Touching down in Beijing and despairing of the crappy (and a bit expensive) tourist trap restaurants crowding our hostel's vicinity (a favourite was one with a big billboard outside offering "Nice Food. Nice Price", the price's weren't cheap, but we never found out about the food) we immediately ventured further afield.

Luckily we didn't have far to go. Wandering down a local Hutong (Mandarin for alley..) we stumbled upon an innovation in dining; one jolly Chinese lady offering pick'n'mix stew in her front room. For 3RMB or about 30p you could choose a bunch of ingredients such as bamboo, fish balls, dog treats and Chinese cabbage and then have it all knocked up into a spicy peanut-y stew. Maybe this'll catch on in Britain?

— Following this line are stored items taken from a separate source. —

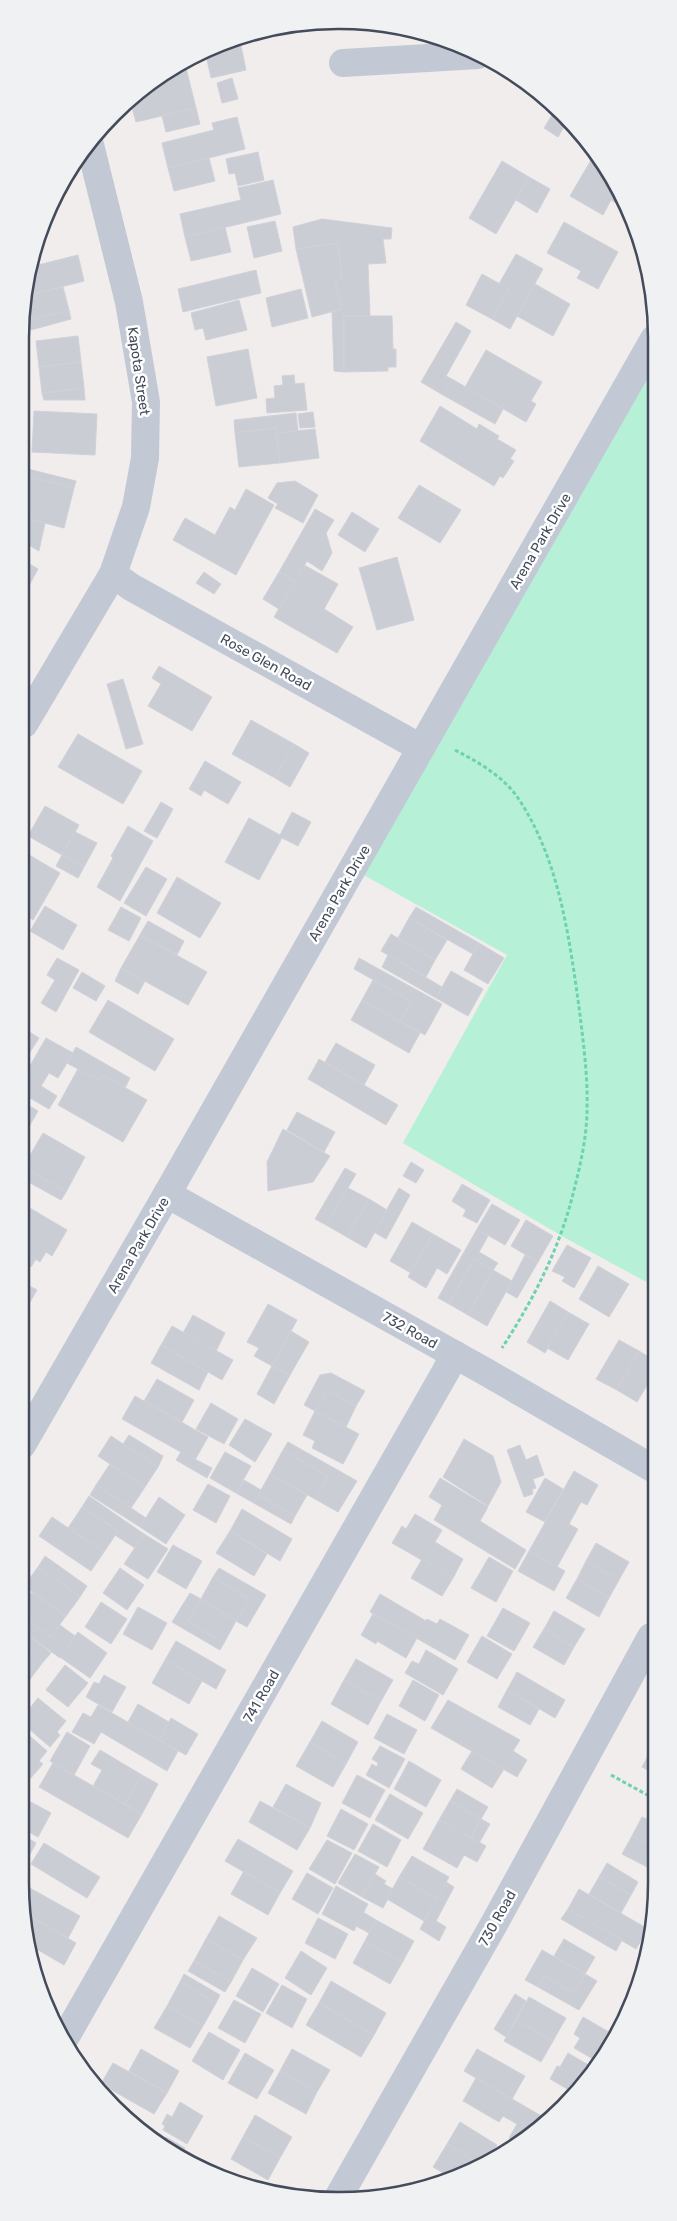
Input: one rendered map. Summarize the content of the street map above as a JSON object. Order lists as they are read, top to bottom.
{
  "streets": {
    "street": [
      "Kapota Street",
      "Arena Park Drive",
      "Rose Glen Road",
      "732 Road",
      "741 Road",
      "730 Road"
    ]
  },
  "crossings": [
    ["Kapota Street", "Rose Glen Road"],
    ["Arena Park Drive", "Rose Glen Road"],
    ["Arena Park Drive", "732 Road"],
    ["732 Road", "741 Road"]
  ]
}
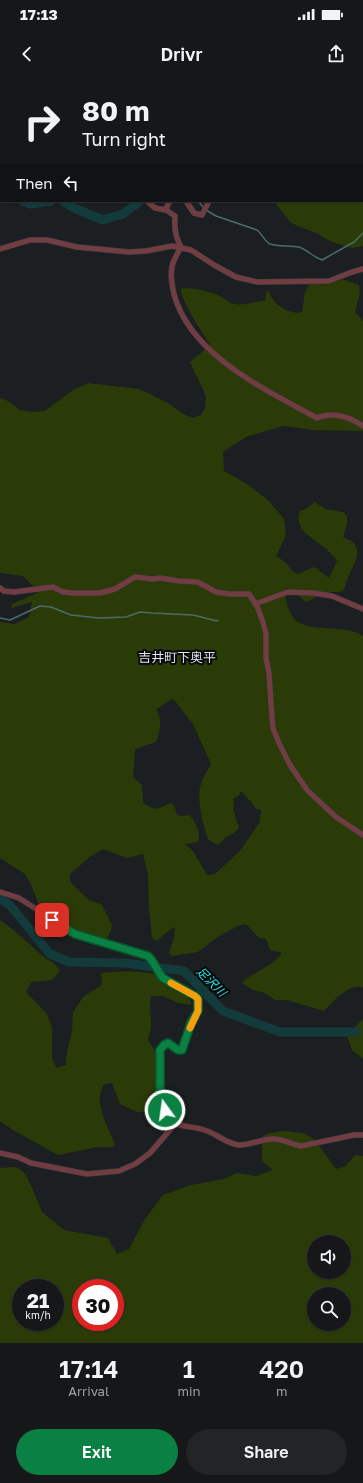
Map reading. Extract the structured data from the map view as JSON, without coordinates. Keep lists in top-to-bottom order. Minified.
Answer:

Our second meal of note was the obligatory Peking duck. Now, I'm not really sure if its possible to make crispy duck, pancakes and Hoisin sauce taste bad. Anything that crispy, fatty and sweet is as much of a shoe-in for deliciousness as a pickled pigs trotter isn't. So, already the benchmark was fairly high. Sadly our bona fide Peking duck didn't live up to the hype. It wasn't really any better than anything you can buy at a supermarket in Britain and roast yourself; quite disappointing!
Following a quick relocation we found ourselves in Inner Mongolia. Regaled with tales of mare's milk wine, hot pot boiled up in soldier's helmets and yak butter tea, all from readings of Marco Polo's memoirs, expectations were high.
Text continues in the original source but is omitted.